“This sod could give a rot about your kind. He’d like you to believe he’s being ever so helpful, but all he wants is for our races to kill each other, starting with the lot of us here.”
“Apollyon tried to warn you,” Trove stated darkly. “He said if she was allowed to live, ghouls would suffer. And what happened? The vampire council murdered him, yet here stands proof that he was right! Behold, her daughter, the first of many in a new line of your conquerors!”
From their hardening expressions, Trove was hitting a nerve. Apollyon might be dead, but the damage he’d done still lingered. Figures a politician would be an expert on using distorted rhetoric to his advantage, no matter how false or paranoid.
“Marie told you to stand down,” I reminded them. “Do you want to disobey your queen?”
“Oh, yes, obey,” Trove immediately mocked. “But who is it you’re really obeying, if you leave the child with them? Do you think it coincidence that your orders changed after she paid a visit to Majestic? Can’t you see? Your subjection to vampires has already begun!”

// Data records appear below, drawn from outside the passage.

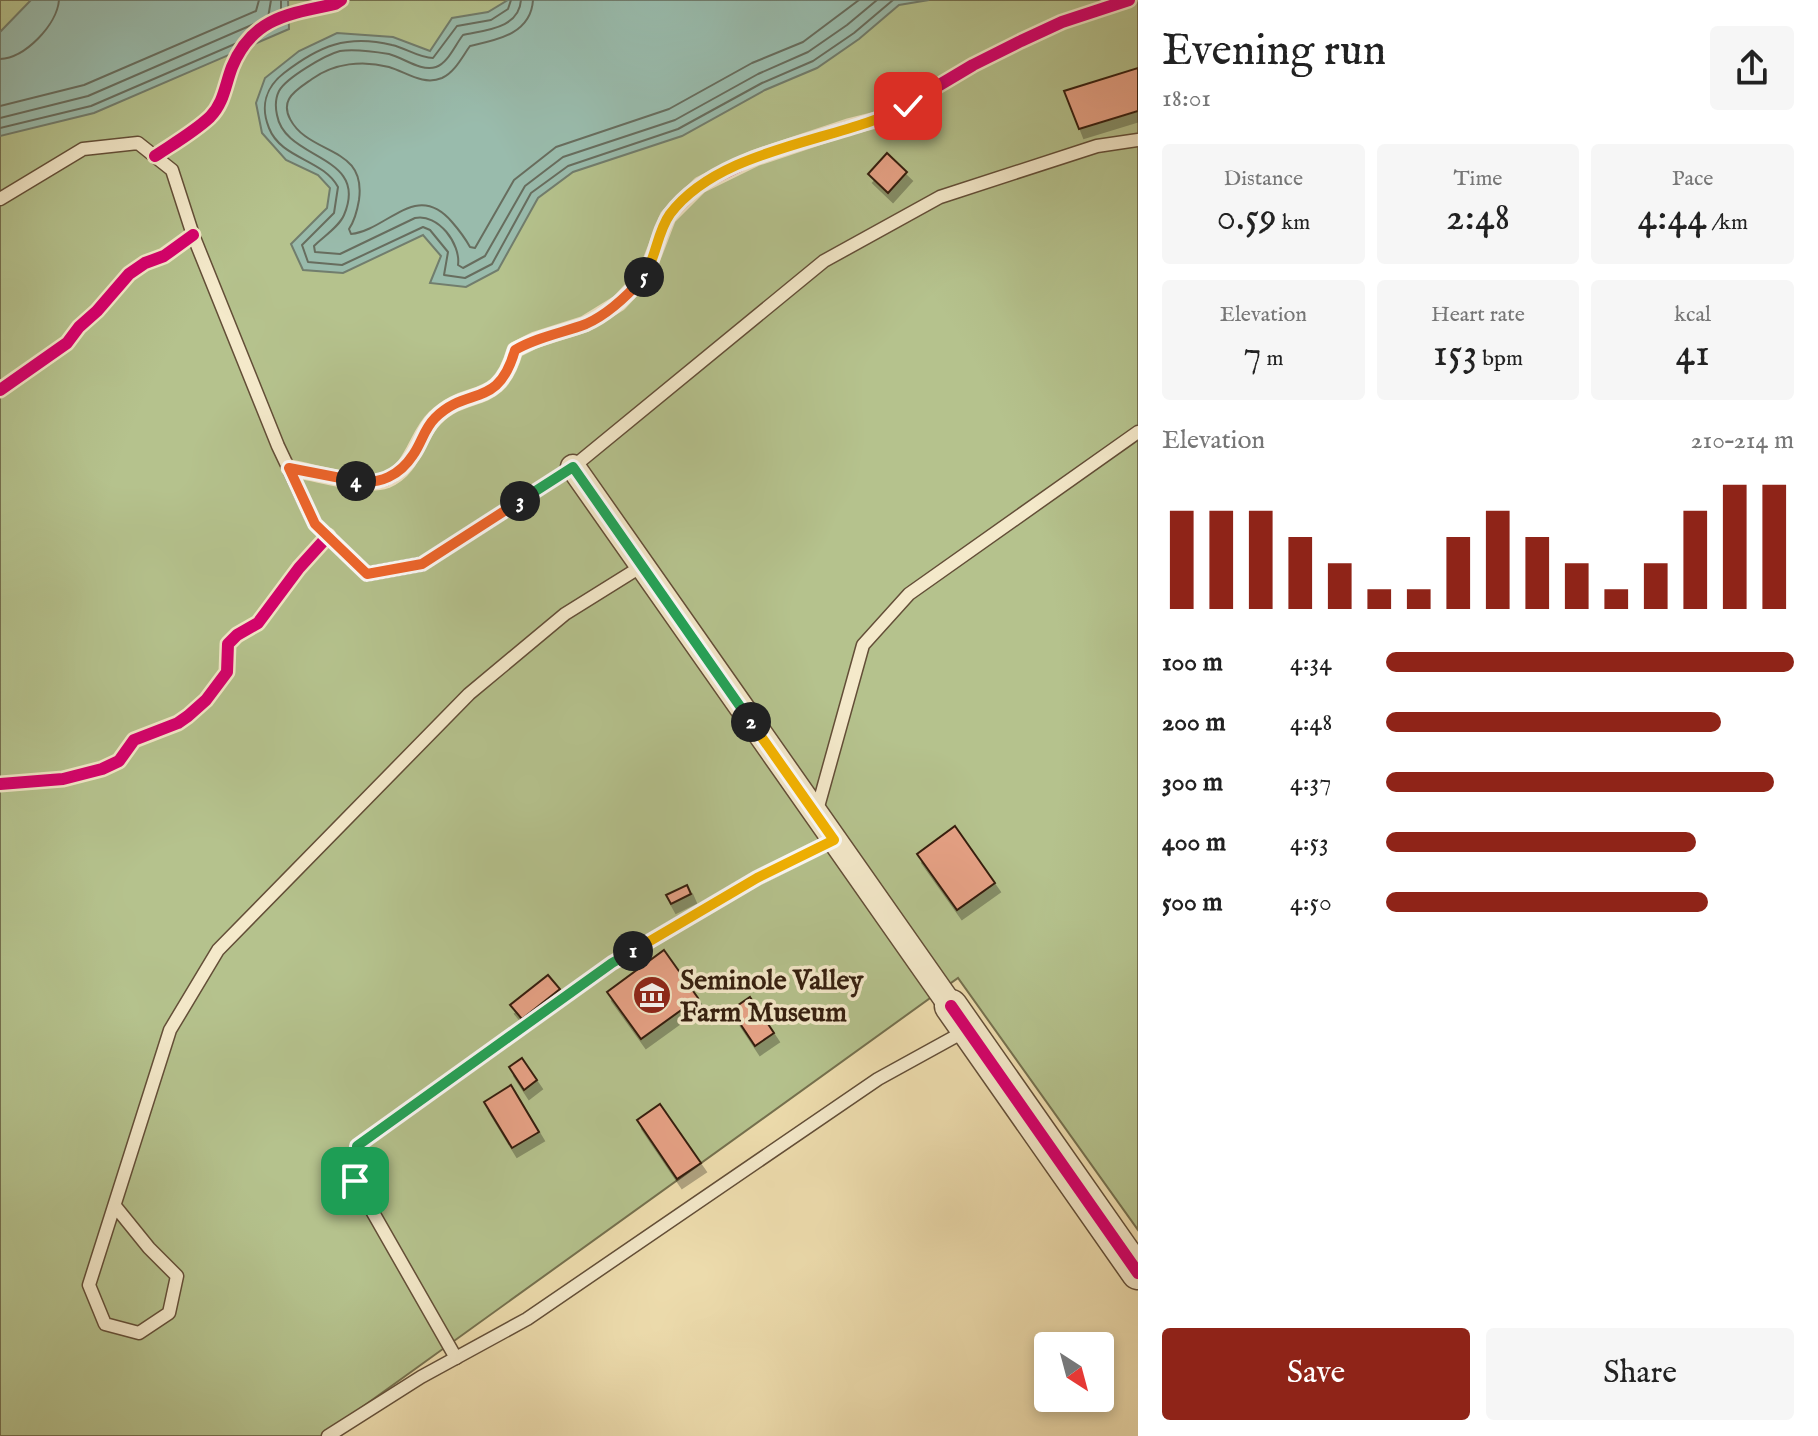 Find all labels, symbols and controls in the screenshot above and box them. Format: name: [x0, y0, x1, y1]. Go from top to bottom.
text: Evening run: [1162, 24, 1386, 80]
button: share: [1710, 26, 1794, 110]
pin: [874, 72, 942, 140]
text: 18:01: [1162, 82, 1211, 115]
icon: check: [886, 84, 930, 128]
text: Distance: [1224, 165, 1303, 193]
text: Time: [1454, 165, 1502, 193]
text: Pace: [1672, 165, 1713, 193]
text: 0.59: [1216, 193, 1277, 244]
text: 2:48: [1446, 193, 1510, 244]
text: 4:44: [1637, 193, 1707, 244]
text: km: [1277, 209, 1310, 237]
text: /km: [1707, 209, 1748, 237]
pin: 5: [624, 257, 664, 297]
text: 5: [640, 263, 648, 291]
text: Elevation: [1220, 301, 1307, 329]
text: Heart rate: [1431, 301, 1525, 329]
text: kcal: [1674, 301, 1711, 329]
text: 7: [1243, 329, 1262, 380]
text: 153: [1433, 329, 1477, 380]
text: 41: [1675, 329, 1710, 380]
text: m: [1262, 345, 1284, 373]
text: bpm: [1477, 345, 1523, 373]
text: Elevation: [1162, 424, 1265, 457]
text: 210–214 m: [1690, 424, 1794, 457]
pin: 4: [336, 461, 376, 501]
text: 4: [351, 467, 361, 495]
pin: 3: [500, 481, 540, 521]
text: 3: [516, 487, 524, 515]
text: 100 m: [1162, 646, 1223, 679]
text: 4:34: [1290, 646, 1332, 679]
pin: 2: [731, 702, 771, 742]
text: 200 m: [1162, 706, 1226, 739]
text: 4:48: [1290, 706, 1333, 739]
text: 2: [746, 708, 756, 736]
text: 300 m: [1162, 766, 1223, 799]
text: 4:37: [1290, 766, 1331, 799]
text: 400 m: [1162, 826, 1226, 859]
text: 4:53: [1290, 826, 1329, 859]
text: 500 m: [1162, 886, 1223, 919]
text: 4:50: [1290, 886, 1332, 919]
pin: 1: [613, 931, 653, 971]
text: 1: [629, 937, 637, 965]
place label: Seminole Valley Farm Museum: [680, 964, 864, 1031]
museum icon: Seminole Valley Farm Museum: [631, 974, 673, 1016]
pin: [321, 1147, 389, 1215]
icon: arrive: [333, 1159, 377, 1203]
button: Save: [1162, 1328, 1470, 1420]
button: Share: [1486, 1328, 1794, 1420]
north arrow: [1034, 1332, 1114, 1412]
map controls: [1034, 1332, 1114, 1412] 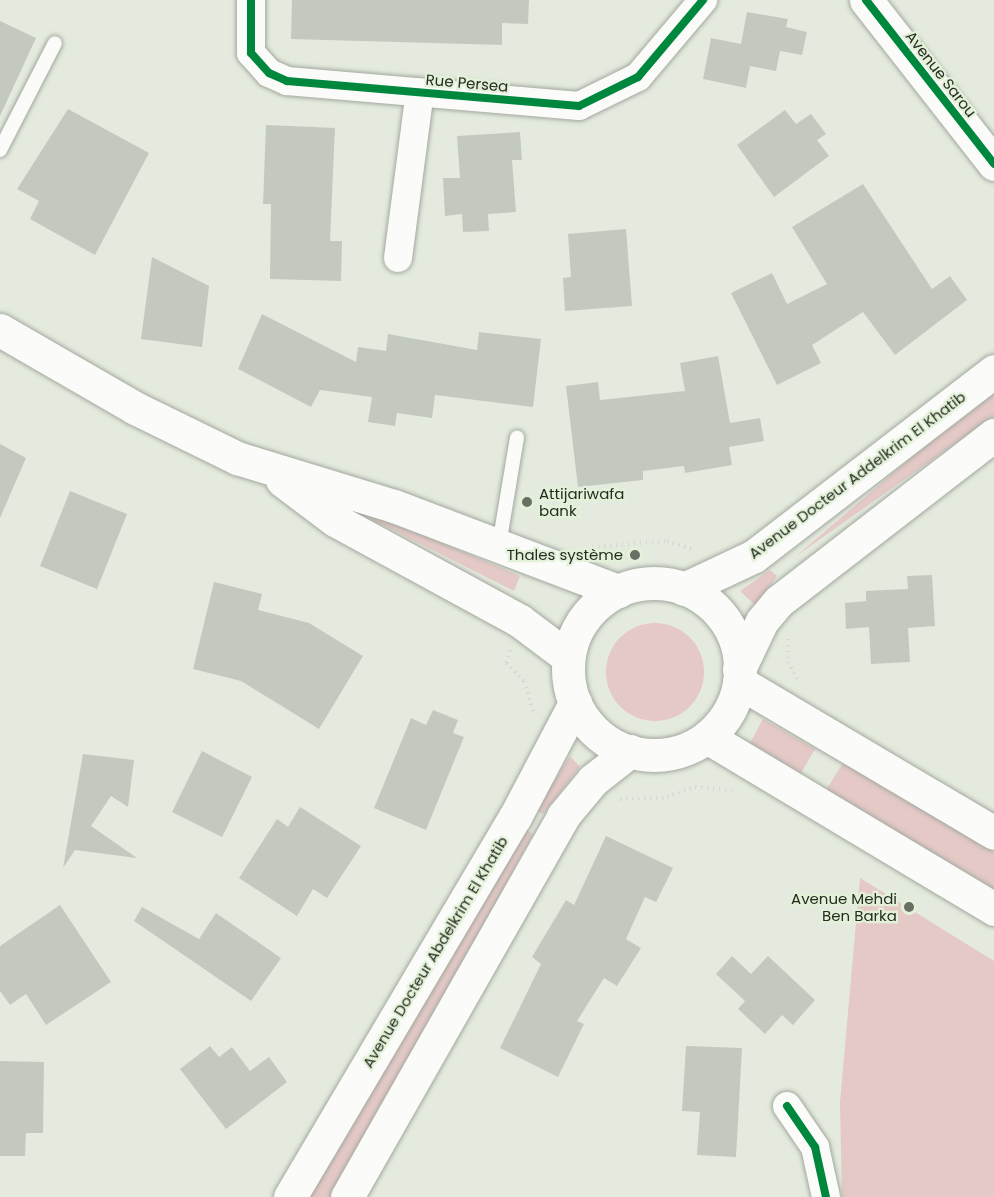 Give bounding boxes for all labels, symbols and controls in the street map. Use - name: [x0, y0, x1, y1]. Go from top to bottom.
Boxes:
- street label: Avenue Sarou: [902, 27, 980, 121]
- street label: Rue Persea: [425, 70, 509, 96]
- street label: Avenue Docteur Addelkrim El Khatib: [745, 388, 969, 562]
- place label: Attijariwafa bank: [539, 484, 624, 519]
- marker: Attijariwafa bank: [520, 495, 534, 509]
- place label: Thales système: [507, 546, 623, 564]
- marker: Thales système: [628, 548, 642, 562]
- street label: Avenue Docteur Abdelkrim El Khatib: [359, 833, 511, 1071]
- place label: Avenue Mehdi Ben Barka: [791, 889, 897, 924]
- marker: Avenue Mehdi Ben Barka: [902, 900, 916, 914]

Oh, shit, I thought when several knives cleared their sheaths at that. Looked like Trove had succeeded in changing their minds.
“And here we go,” Ian muttered.
Three things happened at the same time: I whirled, shoving Katie into Tate’s arms with an urgent “Get her out of here!” plea. Bones’s power crashed around the ghouls, freezing them in place. Trove disappeared, reappearing an instant later behind Bones to wrap him in a crushing embrace.
I felt the power drain from Bones, as suddenly as if he’d been staked with silver. He hadn’t, though. Trove’s hands were empty, fingers splayed as they dug into Bones’s chest while the demon shuddered with what looked like rapture.
“You’re not a meal, you’re a banquet,” he moaned.
With a snap, the invisible net Bones had cast over the ghouls broke. They’d only been confined for seconds, yet that seemed to be enough to take them from angrily determined to murderously enraged.
“Kill the vampires!” Barnabus howled, raising his silver knife.
“Run,” I urged Tate, mentally cursing when Katie twisted out of his grip. At least she ran in the opposite direction of the ghouls, Tate following close behind her. Then I yanked one of my knives from my coat. I’d worn this duster in the heat of summer for a reason. Instead of charging at the ghouls like Ian did, I slashed my arm with a long, wide cut.
“Come!”
My call reverberated through the boiler room, echoing back to me with a new, eerie chorus. Ice shot through my veins, its bone-chilling effect welcome because of what it heralded. Right as Ian clashed knives with Barnabus, Remnants shot up from the floor and fell on the ghouls.
Their screams joined the howls that filled my mind as well as my ears. Unlike before, I didn’t have enough strength to fight off being swallowed up by the encompassing power. The part of me that could still think hated what was going on because Remnants were unbeatable. I was all for stopping people who wanted to kill me, but unleashing Remnants was akin to showing up at a knife fight with a nuclear bomb.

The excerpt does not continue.